* _The input_:
Content starts
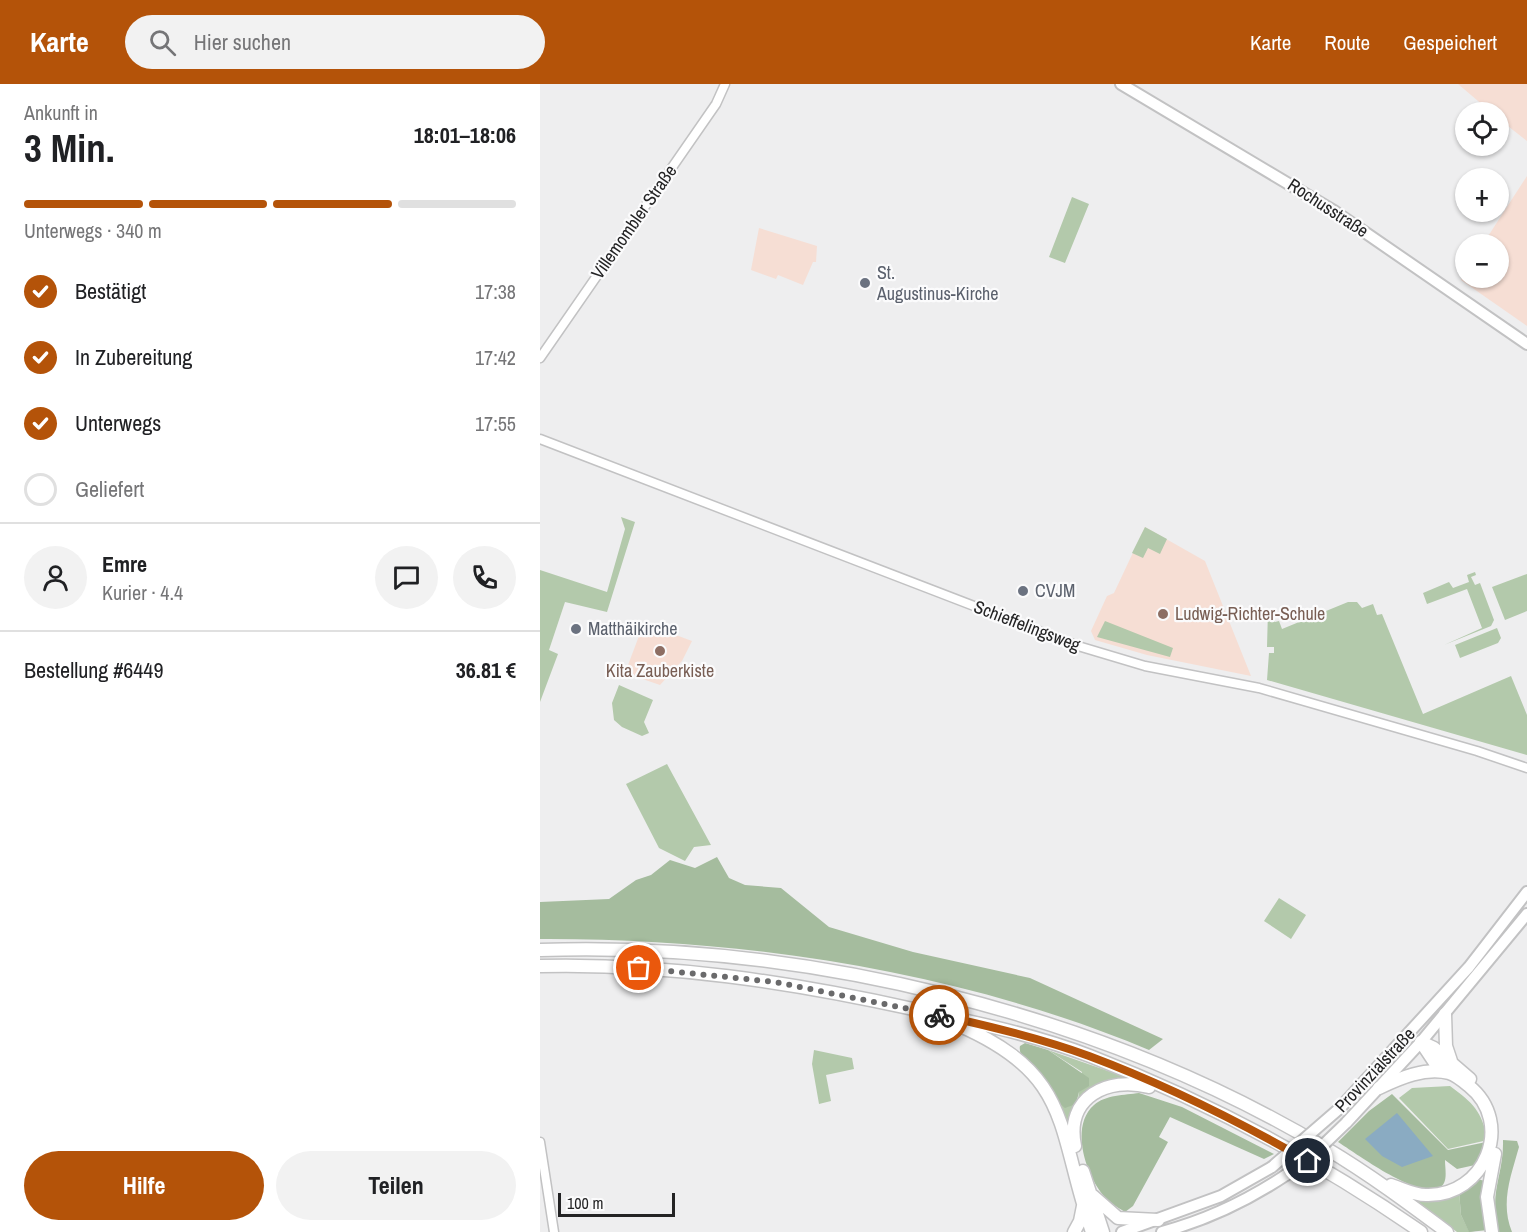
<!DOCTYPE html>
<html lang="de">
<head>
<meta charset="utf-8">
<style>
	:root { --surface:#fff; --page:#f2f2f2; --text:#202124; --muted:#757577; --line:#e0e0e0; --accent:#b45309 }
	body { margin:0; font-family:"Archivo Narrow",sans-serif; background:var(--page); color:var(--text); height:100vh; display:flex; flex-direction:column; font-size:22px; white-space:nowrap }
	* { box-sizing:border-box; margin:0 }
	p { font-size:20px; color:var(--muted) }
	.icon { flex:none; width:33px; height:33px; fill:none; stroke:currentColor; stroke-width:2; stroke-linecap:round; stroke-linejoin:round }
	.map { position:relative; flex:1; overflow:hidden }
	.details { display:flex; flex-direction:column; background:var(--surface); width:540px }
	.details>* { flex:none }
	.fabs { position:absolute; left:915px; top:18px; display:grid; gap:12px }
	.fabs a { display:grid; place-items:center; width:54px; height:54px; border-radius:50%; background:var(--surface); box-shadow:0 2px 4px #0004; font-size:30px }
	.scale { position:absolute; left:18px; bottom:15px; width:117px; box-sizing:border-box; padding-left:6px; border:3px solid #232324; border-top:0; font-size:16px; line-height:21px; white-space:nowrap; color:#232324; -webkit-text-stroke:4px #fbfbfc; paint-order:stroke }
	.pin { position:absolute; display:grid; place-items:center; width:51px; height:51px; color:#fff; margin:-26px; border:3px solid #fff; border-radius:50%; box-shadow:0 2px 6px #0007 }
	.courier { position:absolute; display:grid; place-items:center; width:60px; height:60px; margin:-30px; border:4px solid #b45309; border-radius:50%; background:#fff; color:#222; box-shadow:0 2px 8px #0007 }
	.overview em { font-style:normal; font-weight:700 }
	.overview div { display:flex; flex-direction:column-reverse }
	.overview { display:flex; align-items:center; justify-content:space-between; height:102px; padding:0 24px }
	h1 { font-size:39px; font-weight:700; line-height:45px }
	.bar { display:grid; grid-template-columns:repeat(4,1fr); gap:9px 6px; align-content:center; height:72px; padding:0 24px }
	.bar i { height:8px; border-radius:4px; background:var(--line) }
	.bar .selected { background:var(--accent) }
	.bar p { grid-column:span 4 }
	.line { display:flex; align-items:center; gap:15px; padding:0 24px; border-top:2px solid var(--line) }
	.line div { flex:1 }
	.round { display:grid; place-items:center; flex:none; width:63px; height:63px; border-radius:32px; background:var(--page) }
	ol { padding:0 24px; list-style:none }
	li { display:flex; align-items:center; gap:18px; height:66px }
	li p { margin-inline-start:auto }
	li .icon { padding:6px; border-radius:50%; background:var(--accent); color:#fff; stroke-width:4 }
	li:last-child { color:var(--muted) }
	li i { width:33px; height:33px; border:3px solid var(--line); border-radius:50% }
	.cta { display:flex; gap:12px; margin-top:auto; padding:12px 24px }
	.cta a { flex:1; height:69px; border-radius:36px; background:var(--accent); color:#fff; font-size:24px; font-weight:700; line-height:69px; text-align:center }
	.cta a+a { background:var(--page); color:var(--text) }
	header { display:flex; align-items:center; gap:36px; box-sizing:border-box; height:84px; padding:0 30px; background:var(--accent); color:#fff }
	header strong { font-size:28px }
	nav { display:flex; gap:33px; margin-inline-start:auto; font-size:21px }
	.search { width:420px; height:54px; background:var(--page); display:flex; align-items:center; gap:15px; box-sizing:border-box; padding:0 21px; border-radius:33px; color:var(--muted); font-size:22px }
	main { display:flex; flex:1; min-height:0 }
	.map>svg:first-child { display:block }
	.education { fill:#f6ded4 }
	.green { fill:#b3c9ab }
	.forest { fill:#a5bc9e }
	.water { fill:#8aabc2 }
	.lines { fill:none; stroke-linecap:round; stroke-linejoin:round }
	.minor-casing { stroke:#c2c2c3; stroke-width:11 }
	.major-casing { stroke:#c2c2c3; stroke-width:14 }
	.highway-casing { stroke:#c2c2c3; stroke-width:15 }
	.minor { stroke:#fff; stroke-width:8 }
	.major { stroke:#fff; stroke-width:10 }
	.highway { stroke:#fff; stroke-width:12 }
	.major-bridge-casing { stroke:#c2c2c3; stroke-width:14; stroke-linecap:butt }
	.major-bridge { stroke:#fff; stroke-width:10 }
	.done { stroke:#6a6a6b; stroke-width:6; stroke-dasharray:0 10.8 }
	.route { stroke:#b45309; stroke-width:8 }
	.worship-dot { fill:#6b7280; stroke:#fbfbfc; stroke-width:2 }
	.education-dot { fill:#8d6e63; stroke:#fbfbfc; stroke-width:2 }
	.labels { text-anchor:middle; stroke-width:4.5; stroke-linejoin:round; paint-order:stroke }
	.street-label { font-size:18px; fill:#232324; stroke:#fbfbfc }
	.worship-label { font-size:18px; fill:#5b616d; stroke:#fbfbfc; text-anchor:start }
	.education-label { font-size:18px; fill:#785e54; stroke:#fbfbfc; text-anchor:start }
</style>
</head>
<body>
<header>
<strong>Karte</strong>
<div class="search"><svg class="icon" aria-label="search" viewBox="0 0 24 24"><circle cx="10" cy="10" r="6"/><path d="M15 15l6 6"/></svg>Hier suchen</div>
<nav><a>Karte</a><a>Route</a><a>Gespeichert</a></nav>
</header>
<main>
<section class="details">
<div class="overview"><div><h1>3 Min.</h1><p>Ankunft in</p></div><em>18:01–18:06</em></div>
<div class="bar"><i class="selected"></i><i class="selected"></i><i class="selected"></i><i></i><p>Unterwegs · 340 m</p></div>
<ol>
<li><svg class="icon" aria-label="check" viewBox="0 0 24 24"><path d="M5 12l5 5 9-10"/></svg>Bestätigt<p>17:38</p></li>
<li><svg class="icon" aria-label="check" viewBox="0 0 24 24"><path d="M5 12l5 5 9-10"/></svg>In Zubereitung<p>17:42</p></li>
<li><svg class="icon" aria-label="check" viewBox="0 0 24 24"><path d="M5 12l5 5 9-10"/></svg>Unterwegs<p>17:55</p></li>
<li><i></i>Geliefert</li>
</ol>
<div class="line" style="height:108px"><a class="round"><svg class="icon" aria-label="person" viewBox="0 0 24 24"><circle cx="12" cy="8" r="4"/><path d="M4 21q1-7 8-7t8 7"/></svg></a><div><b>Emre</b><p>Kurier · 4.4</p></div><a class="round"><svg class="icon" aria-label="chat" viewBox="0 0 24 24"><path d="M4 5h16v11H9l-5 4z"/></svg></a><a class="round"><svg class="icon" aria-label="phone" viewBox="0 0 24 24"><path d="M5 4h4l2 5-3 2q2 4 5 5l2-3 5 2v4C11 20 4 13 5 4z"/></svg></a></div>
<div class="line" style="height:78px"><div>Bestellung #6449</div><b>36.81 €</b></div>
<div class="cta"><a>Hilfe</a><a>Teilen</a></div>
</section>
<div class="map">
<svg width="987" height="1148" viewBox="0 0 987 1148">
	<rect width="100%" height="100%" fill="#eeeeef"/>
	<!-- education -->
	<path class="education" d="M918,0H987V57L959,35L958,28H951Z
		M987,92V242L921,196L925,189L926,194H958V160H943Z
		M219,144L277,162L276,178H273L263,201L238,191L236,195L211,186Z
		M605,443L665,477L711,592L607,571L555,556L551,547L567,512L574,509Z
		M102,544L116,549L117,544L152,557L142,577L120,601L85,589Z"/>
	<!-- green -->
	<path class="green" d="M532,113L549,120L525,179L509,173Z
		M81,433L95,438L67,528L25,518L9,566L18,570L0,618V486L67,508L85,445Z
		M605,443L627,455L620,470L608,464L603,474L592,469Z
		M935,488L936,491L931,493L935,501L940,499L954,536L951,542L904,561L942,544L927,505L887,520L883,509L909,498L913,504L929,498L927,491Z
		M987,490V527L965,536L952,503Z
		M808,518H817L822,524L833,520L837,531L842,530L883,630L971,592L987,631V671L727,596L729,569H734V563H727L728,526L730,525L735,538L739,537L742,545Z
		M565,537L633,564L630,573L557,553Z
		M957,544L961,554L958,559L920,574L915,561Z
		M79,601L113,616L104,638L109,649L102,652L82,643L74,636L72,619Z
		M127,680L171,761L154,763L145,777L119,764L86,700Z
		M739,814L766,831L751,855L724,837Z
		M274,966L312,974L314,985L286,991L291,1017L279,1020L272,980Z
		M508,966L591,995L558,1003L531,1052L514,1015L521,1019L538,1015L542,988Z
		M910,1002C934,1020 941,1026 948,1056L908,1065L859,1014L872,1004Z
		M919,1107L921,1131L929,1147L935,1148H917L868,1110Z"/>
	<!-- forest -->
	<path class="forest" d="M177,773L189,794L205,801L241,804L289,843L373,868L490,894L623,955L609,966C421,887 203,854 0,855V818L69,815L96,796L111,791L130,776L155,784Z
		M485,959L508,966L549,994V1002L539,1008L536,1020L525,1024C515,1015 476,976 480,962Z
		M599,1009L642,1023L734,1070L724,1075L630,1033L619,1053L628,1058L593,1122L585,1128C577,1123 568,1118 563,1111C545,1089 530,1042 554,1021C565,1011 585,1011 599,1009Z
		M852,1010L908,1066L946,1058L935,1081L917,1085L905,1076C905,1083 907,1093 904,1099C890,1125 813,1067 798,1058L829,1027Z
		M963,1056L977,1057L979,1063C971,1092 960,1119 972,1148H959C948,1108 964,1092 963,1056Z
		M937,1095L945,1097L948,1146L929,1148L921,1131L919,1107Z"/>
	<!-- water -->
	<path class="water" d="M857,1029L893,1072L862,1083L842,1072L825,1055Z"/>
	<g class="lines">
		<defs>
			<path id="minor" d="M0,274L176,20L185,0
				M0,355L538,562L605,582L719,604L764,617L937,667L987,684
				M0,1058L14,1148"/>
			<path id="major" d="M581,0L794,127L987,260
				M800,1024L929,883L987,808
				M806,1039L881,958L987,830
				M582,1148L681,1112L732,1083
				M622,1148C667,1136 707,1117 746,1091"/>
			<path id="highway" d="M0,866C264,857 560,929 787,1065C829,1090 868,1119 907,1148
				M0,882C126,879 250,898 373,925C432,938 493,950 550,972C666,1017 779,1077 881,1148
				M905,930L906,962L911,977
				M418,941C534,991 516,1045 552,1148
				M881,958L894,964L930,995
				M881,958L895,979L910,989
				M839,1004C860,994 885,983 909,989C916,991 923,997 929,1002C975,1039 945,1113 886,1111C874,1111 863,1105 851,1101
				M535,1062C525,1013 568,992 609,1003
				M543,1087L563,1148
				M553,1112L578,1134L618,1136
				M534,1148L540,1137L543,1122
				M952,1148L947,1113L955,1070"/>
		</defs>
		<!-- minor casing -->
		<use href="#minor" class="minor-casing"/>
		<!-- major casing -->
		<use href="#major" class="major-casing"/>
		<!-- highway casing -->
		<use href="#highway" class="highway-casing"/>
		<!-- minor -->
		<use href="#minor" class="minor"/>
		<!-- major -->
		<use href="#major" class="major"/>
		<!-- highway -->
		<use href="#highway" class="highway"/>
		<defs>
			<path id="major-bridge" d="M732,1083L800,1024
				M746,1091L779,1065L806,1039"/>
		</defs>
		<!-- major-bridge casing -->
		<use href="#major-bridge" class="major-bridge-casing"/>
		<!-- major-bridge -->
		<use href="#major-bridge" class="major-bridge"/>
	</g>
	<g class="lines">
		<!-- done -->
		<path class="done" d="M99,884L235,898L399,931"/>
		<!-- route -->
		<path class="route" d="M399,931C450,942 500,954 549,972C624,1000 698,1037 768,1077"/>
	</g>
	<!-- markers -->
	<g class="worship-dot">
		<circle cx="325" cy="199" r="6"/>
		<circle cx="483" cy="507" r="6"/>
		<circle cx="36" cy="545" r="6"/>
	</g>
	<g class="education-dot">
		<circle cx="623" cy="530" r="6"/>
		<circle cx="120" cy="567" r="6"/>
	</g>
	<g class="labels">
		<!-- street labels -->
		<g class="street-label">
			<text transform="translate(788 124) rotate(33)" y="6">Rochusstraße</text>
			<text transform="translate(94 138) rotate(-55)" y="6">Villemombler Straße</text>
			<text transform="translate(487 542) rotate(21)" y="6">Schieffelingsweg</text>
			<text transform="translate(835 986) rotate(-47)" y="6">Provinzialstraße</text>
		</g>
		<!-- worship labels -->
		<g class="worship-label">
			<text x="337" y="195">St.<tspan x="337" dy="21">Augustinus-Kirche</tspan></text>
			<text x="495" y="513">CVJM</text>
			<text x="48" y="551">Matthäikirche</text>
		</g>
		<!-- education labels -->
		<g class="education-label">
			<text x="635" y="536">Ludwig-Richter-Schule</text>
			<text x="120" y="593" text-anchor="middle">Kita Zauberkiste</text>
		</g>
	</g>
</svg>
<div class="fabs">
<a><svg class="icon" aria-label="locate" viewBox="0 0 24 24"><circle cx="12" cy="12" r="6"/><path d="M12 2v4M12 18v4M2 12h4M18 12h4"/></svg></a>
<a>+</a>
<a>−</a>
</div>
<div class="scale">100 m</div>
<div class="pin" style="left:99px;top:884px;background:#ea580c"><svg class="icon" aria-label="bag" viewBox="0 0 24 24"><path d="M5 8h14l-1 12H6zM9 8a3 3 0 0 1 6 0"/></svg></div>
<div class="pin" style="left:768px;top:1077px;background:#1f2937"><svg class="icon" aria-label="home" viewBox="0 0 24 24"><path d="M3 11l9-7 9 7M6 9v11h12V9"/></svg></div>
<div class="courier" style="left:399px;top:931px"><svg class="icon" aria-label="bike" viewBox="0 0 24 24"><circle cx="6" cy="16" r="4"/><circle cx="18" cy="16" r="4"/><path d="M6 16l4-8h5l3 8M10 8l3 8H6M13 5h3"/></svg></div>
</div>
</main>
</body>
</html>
Content ends
* _Assigned task_: Check all the records above and select each line where the string "body" is found.

* _Task solution_:
	body { margin:0; font-family:"Archivo Narrow",sans-serif; background:var(--page); color:var(--text); height:100vh; display:flex; flex-direction:column; font-size:22px; white-space:nowrap }
<body>
</body>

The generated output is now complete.